Ricordò di come avesse accolto le sue parole serie con una
risata, anche se
erano tutto ciò che stava aspettando da mesi.
Ripensò allo stupore di lui nel
sentirla prendere tempo. Che cosa dovevano aspettare? Le aveva chiesto.
Di
diventare più adulti, aveva risposto lei. Forse Marian non
ricambiava i suoi
sentimenti? No, non era quello. Solo non si sentiva pronta per un passo
così importante:
erano poco più che bambini e avevano tanto tempo davanti a
loro. Ma poi tempo
non ce n’era stato. Le crociate, la guerra, si erano portate
via tanta parte
della loro giovinezza e di quell’amore che Marian si era
sforzata di tenere in
vita da sola, anche quando tutti coloro che le stavano attorno la
giudicavano
un’ingenua. Ora sapeva che loro avevano ragione e lei torto.
Che per far durare
il sentimento sono necessarie due persone e che tre sono decisamente
troppe.
Guardò il volto di Robin e immaginò per un
istante cosa sarebbe potuto essere
di loro se lei avesse accettato di sposarlo subito, in quella notte di
luna
piena. Forse lui non sarebbe mai partito. Forse non l’avrebbe
scordata tanto
facilmente. O forse sì: forse neppure un voto pronunciato
davanti a Dio avrebbe
potuto impedirgli di tradirla. Per quanto assurdo potesse sembrare,
quest’ultima ipotesi le procurò un grande
sollievo: non si può giocare con il
passato immaginando che una risposta, un gesto bastino a cambiare il
presente.
Nessuno può sapere che cosa sarebbe accaduto se... e nessuno
dovrebbe
chiederselo, concluse Marian.
Tornò
a guardare la chiave e si disse che le sarebbero bastati un
po’ di coraggio e
una mano ferma per recuperarla.

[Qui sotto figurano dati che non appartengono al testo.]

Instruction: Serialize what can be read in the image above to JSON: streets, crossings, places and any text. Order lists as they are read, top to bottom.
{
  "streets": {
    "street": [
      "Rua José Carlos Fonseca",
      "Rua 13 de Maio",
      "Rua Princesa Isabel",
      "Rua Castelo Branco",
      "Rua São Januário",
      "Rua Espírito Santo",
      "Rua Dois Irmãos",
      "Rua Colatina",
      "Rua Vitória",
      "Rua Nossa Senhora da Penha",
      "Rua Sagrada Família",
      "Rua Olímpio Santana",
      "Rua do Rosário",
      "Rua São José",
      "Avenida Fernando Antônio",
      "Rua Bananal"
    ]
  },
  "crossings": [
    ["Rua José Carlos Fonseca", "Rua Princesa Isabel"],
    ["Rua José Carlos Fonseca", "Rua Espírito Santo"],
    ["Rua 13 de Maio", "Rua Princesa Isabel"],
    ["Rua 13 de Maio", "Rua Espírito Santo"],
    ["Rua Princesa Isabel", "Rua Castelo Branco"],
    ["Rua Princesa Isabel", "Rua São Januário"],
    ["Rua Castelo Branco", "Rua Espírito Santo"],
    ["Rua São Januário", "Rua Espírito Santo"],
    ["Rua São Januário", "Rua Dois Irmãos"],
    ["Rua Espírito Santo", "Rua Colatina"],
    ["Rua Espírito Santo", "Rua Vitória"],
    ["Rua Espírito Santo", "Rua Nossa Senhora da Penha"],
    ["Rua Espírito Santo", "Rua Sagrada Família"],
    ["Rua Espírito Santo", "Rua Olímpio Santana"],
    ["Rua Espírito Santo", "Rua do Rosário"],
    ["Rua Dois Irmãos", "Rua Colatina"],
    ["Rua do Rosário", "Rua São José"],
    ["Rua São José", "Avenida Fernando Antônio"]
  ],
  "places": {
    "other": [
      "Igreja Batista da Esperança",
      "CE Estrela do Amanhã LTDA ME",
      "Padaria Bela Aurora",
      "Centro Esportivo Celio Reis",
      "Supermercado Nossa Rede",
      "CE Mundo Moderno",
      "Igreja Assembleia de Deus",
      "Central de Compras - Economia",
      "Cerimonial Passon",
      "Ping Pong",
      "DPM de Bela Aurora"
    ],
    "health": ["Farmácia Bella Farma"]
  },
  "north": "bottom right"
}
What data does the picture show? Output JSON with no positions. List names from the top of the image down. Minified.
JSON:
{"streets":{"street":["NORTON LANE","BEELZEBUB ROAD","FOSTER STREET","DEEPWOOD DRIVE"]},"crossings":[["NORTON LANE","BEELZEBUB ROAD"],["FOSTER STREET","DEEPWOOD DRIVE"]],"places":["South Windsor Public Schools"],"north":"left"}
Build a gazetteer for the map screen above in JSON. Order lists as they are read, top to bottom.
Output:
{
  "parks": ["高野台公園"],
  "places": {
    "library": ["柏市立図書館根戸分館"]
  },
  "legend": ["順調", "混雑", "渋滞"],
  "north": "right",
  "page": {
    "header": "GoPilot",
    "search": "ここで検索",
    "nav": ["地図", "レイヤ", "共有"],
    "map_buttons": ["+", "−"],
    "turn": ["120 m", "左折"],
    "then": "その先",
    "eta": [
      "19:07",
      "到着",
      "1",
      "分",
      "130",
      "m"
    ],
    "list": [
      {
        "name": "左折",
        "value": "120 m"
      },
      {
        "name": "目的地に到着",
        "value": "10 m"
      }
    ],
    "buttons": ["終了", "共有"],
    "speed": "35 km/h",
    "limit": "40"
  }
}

Sulla sua mano se la sentiva di poter
contare.
Gettò un rapido sguardo al volto di Robin: non si lamentava,
ma il suo sonno
non sembrava tranquillo. I muscoli del collo erano contratti e le
labbra
tremavano di tanto in tanto. Quanto doveva aver sofferto lontano da
casa! Una
donna come lei, abituata alla bella vita di palazzo, non sarebbe mai
riuscita neanche
ad immaginarlo. Si rimproverò di nuovo e con maggior
decisione per le ingiurie
che gli aveva scagliato contro poco prima e si vergognò nel
constatare come la
gelosia la potesse rendere così ingiusta.
Allungò
una mano ma la vide tremare non appena le sue dita sfiorarono il
tessuto ruvido
della camicia di Robin. Fece un respiro profondo e riprovò,
ma dovette presto
arrendersi di fronte alla sua debolezza: se lui si fosse svegliato
improvvisamente come avrebbe reagito di fronte al suo tentativo di
fuga?
L’avrebbe punita? Marian scosse la testa, ritraendo
definitivamente la mano:
non era solo questo. Ciò che più la spaventava
era... perché doveva essere così
stupida?! Pensò, arrabbiandosi con se stessa. Come poteva
pensare di sposare un
uomo che praticamente non conosceva, quando le era impossibile anche
solo
toccarne uno che portava dentro al suo cuore da quando era bambina?
Sapeva che
con Sir Guy sarebbe stato più semplice, perché di
lui non le era mai importato
un granché. Robert invece aveva rappresentato tutto il suo
mondo per così tanto
tempo.
Si
avvicinò alla finestra per respirare un po’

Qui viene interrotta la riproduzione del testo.